FULHAM 1-3 ARSENAL
Since signing for Arsenal last summer, Santi Cazorla has largely been deployed in two roles: either as the left-sided or central attacking midfielder in a 4-2-3-1 formation. At Craven Cottage, with Arsene Wenger lacking players accustomed to operating deeper, a change in shape resulted in slightly different duties.
With Jack Wilshere rested until the 70th minute and Mikel Arteta, Abou Diaby and Alex Oxlade-Chamberlain all injured, Wenger selected Aaron Ramsey alongside two men accustomed to playing as the No. 10 -- Cazorla and Tomas Rosicky. It meant that, to borrow a phrase Brendan Rodgers once used, he 'flipped the triangle' in midfield: instead of having one man at the tip and two at the base, it was the other way around.
The practical implications, however, were that Cazorla had more defensive duties and was in a more withdrawn role.
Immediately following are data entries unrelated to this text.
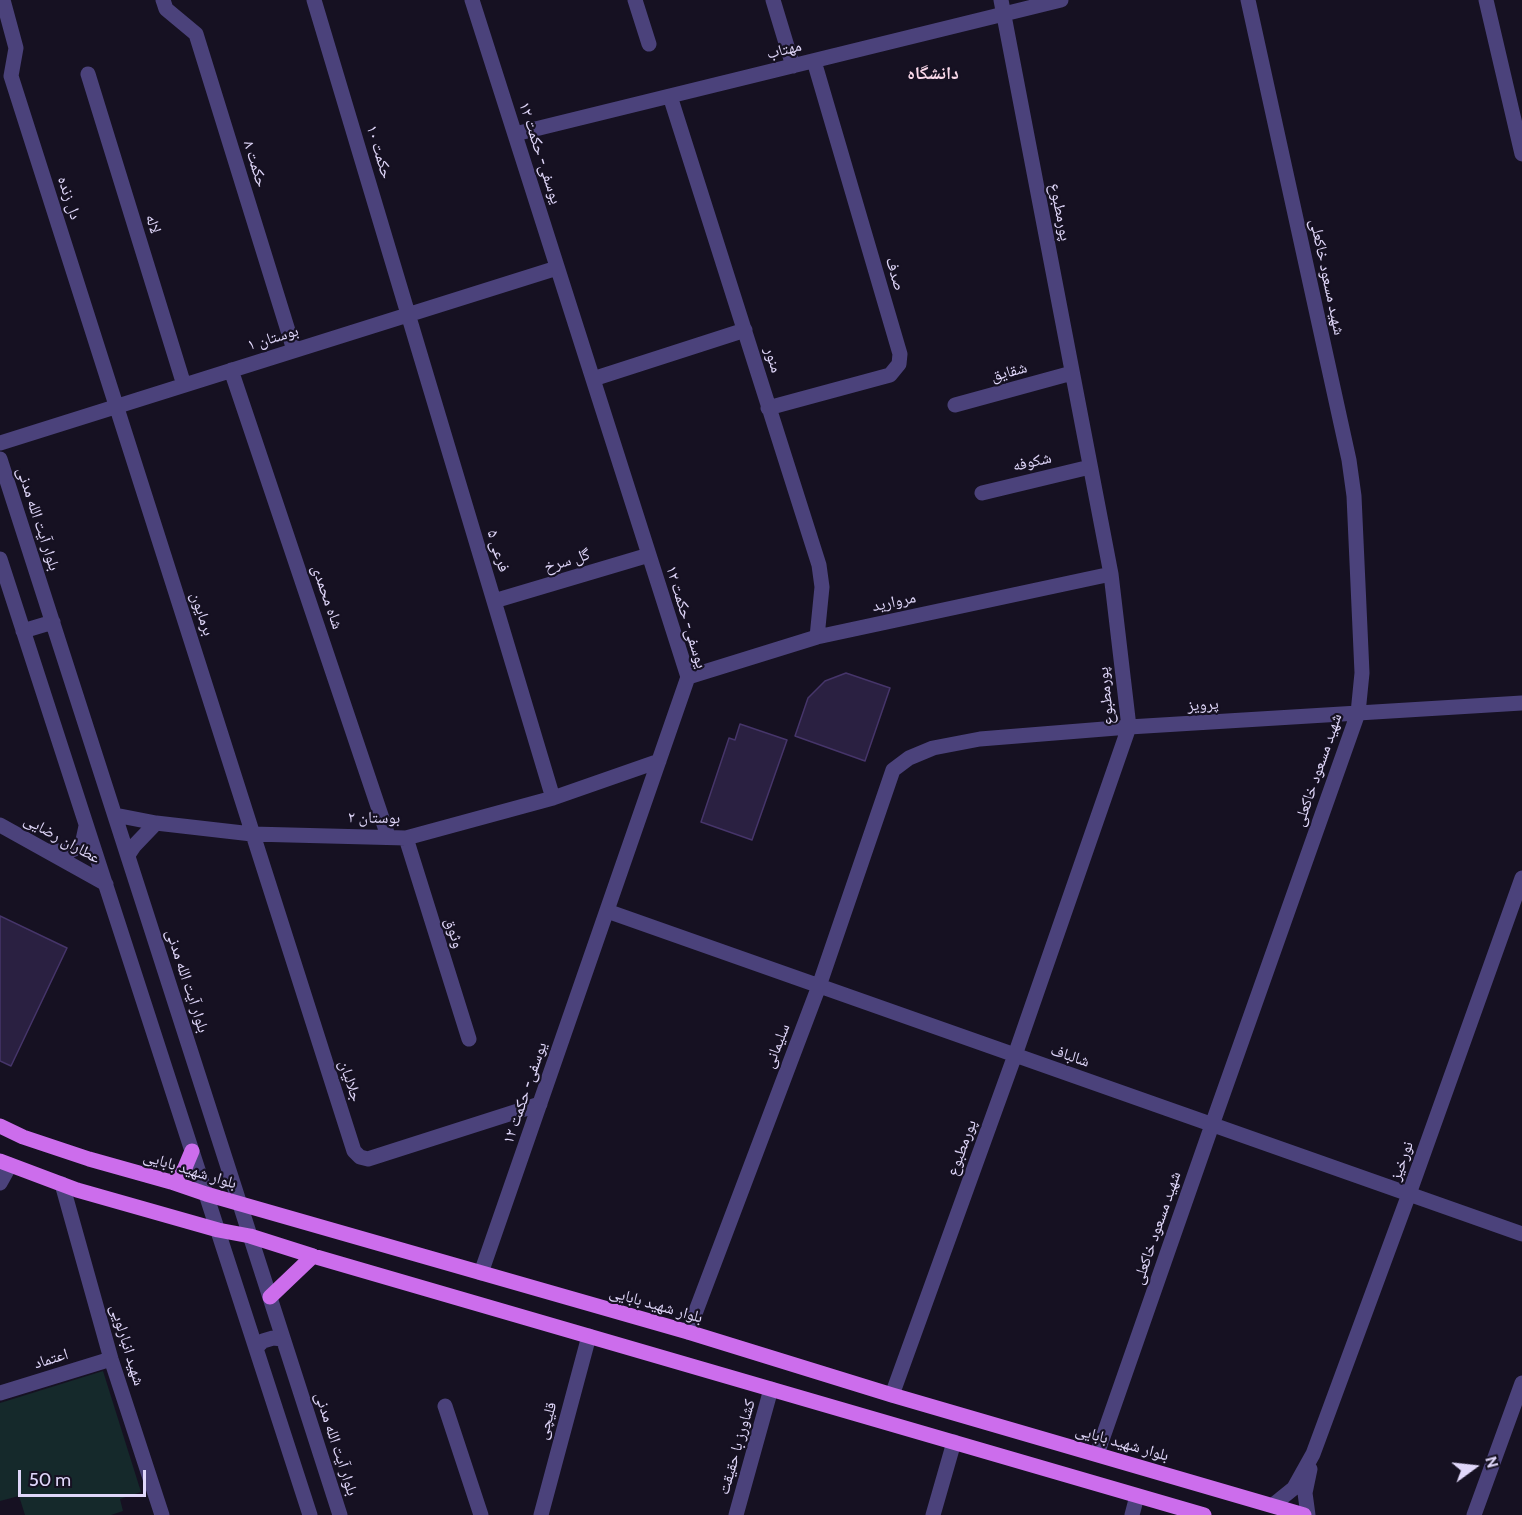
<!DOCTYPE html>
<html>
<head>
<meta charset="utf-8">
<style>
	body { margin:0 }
	#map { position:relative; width:1522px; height:1515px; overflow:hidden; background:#161122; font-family:Cabin,sans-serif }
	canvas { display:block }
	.north { position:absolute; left:1444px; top:1437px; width:60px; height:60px; -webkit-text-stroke:4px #161122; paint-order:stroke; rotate:75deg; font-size:16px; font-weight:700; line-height:24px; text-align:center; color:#e0d7fa }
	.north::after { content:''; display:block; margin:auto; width:21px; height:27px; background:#e0d7fa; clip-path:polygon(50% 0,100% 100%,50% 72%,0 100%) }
	.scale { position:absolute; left:18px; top:1470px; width:128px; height:27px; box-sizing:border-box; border:3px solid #e0d7fa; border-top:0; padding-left:8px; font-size:18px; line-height:21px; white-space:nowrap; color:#e0d7fa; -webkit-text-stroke:4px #161122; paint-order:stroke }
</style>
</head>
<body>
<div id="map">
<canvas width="1522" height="1515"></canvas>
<div class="north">N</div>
<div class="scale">50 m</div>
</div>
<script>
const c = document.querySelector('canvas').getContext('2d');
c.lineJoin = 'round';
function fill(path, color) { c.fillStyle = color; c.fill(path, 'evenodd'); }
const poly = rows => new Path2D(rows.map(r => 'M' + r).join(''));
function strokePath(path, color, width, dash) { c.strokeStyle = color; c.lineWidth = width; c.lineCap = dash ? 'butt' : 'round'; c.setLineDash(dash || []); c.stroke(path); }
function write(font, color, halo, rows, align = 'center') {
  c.font = font + ' Cabin,"Noto Naskh Arabic",sans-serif'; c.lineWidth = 4.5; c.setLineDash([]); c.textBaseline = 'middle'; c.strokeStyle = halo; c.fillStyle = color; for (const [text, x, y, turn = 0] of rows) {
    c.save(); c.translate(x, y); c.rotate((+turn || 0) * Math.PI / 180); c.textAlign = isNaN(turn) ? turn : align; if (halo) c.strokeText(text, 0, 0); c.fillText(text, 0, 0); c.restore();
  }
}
const green = poly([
	[103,1371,141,1492,120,1499,123,1511,111,1515,25,1515,19,1496,0,1501,0,1403]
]);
const building = poly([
	[846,673,890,688,865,761,795,736,808,698,825,681,846,673],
	[740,724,787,740,752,840,701,822,729,738,735,740,740,724],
	[0,916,67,948,11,1066,0,1061,0,916]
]);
const minor = poly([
	[3,0,16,48,11,76,354,1151,360,1157,368,1159,540,1104],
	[163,0,166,9,196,34,294,350],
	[314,0,553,798],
	[472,0,688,677,481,1273],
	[635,0,649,44],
	[773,0,793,66],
	[1486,0,1522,154],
	[88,74,184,385],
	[670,96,819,565,822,587,817,637],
	[515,134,1061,0],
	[231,370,388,836],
	[593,379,745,330],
	[955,405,1072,373],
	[768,408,890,375,899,364,900,354,814,61],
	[0,443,557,268],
	[0,459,340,1515],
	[982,493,1090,467],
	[0,559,310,1515],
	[494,601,649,555],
	[23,631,53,622],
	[688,677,817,637,1111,574],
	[115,815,156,823,252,834,406,838,553,798,659,761],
	[0,825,106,884],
	[406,838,469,1039],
	[48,851,70,851,79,847,83,840,86,826],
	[128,855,134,846,156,823],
	[607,911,1522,1234],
	[0,1183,10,1165],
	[62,1184,111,1359,162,1515],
	[688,1332,819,986,893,770,909,758,933,748,980,739,1129,727,1522,703],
	[256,1348,263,1341,273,1338,283,1339],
	[0,1393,111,1359],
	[892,1395,1015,1055,1129,727,1111,574,1001,0],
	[445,1406,481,1515],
	[1097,1454,1212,1125,1358,713,1362,673,1354,496,1349,460,1248,0],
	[1273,1505,1294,1488,1313,1454,1409,1194,1522,878],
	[541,1515,589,1336],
	[736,1515,771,1389],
	[933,1515,954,1442],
	[1132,1515,1137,1496],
	[1308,1515,1305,1493,1310,1469],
	[1474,1515,1522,1383]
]);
const major = poly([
	[0,1126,23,1137,89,1159,171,1182,206,1194,688,1332,892,1395,1304,1515],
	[0,1161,77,1190,218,1230,250,1236,313,1256,1204,1515],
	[171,1182,184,1170,192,1151],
	[270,1297,313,1256]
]);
const streetNames = [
	["مهتاب",784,50,-14],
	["حکمت ۱۰",379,152,73],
	["یوسفی- حکمت ۱۲",540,153,72],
	["حکمت ۸",255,164,73],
	["دل زنده",69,198,72],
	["پورمطبوع",1060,212,79],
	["لاله",153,224,73],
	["صدف",895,274,74],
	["شهید مسعود خاکعلی",1327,277,78],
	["بوستان ۱",273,338,-17],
	["منور",773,360,73],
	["شقایق",1009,372,-15],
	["شکوفه",1032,462,-13],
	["بلوار آیت الله مدنی",38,519,72],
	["فرعی ۵",498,551,73],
	["گل سرخ",567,561,-17],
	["شاه محمدی",327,597,71],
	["مروارید",894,602,-12],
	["برمایون",202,614,72],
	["یوسفی- حکمت ۱۲",686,617,73],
	["پورمطبوع",1106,696,-96],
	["پرویز",1203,705,-4],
	["شهید مسعود خاکعلی",1318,770,-71],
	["بوستان ۲",374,818,1],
	["عطاران رضایی",62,839,29],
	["وثوق",454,933,73],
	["بلوار آیت الله مدنی",187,981,72],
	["سلیمانی",777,1046,-69],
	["شالباف",1070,1056,19],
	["جلالیان",350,1081,72],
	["یوسفی- حکمت ۱۲",525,1093,-71],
	["پورمطبوع",962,1148,-70],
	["نورخیز",1402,1161,-70],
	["بلوار شهید بابایی",190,1170,17],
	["شهید مسعود خاکعلی",1157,1228,-71],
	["بلوار شهید بابایی",656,1305,16],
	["شهید انبارلویی",127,1345,73],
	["اعتماد",51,1359,-17],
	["قلیچی",547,1421,-75],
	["بلوار شهید بابایی",1122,1443,16],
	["بلوار آیت الله مدنی",336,1444,72],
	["کشاورز با حقیقت",737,1447,-74]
];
const neighbourhoodNames = [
	["دانشگاه",933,74]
];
fill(green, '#15292b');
fill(building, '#2a2041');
strokePath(building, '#46356a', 1.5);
strokePath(minor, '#4b427b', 15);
strokePath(major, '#cc6dec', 15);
write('16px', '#e0d7fa', '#161122', streetNames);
write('bold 18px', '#fad9ea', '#161122', neighbourhoodNames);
</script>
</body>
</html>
For instance, he was on the verge of his six-yard box when Darren Bent scored Fulham's consolation goal.
His heat map shows Cazorla touched the ball in his own half more than normal.
Compare it with his heat map from another 3-1 away win in London, at West Ham last October, where he operated as a No. 10, and it shows how much nearer his own goal he played.
As a more conventional central midfielder at Craven Cottage, Cazorla played 63 passes with a 94% success rate. Crucially, however, he was still able to create, being involved in both of Lukas Podolski's two goals. Some of his touches in the inside-right channel came after Wilshere replaced Rosicky and Cazorla moved across the triangle.
ASTON VILLA 0-1 LIVERPOOL
Daniel Sturridge has been vocal about his desire to play as a striker and has scored both of Liverpool's games this season. However, he is not just playing as a centre-forward, as his performance at Villa Park shows.
Many a lone forward will only operate within the width of the penalty area. In contrast, Sturridge is willing to get involved on both touchlines. In part, that is a sign of Rodgers' style of football. The Liverpool manager wants fluent football and for his attackers to be capable of interchanging. In Philippe Coutinho, who started on the left but who prefers to play as a No. 10, Liverpool have a creator who wanders infield, sometimes to take up the positions Sturridge has vacated, as his heat map shows.
The problem at the moment for Liverpool, with Luis Suarez suspended, is that when Sturridge is not in the penalty box, neither is anyone else. A look at where Coutinho and Iago Aspas, who was deployed as the No. 10, appeared shows neither was really on the ball in the 18-yard area. It explains Rodgers' summer-long pursuit of players such as Henrikh Mkhitaryan and Diego Costa, who, while starting deeper, can get into goalscoring positions and would thus complement Sturridge.
CARDIFF CITY 3-2 MANCHESTER CITY
A meeting of two Cities was a tale of two right-backs. Indeed, in the job description, one of them was back rather than more than the other.
Even though Cardiff were at home, Matthew Connolly was much the less adventurous. As his heat map shows, he hardly ever entered the final third. The number of touches in, or parallel to, his own penalty area is also an indication how deep Cardiff defended.
In contrast, Pablo Zabaleta operated much further forward. His heat map indicates he was on the ball more in the Cardiff half than the Manchester City half, was in possession near the opposition's corner flag and near the penalty spot, all in open play. Only one of Zabaleta's 72 touches came inside his own box: as he was marking Fraizer Campbell at corners, his side must wish he had got to the ball there on a further two occasions to prevent the Cardiff striker twice heading them in.
Manchester City manager Manuel Pellegrini accused Cardiff of playing with "ten men near their box". If that is not strictly true, an analysis of the influential central midfielder Gary Medel, who made three tackles, four interceptions and two clearances, suggests that, like Connolly, he did not venture into the final third of the pitch. The Chilean did not touch the ball more than about ten yards into the Manchester City half.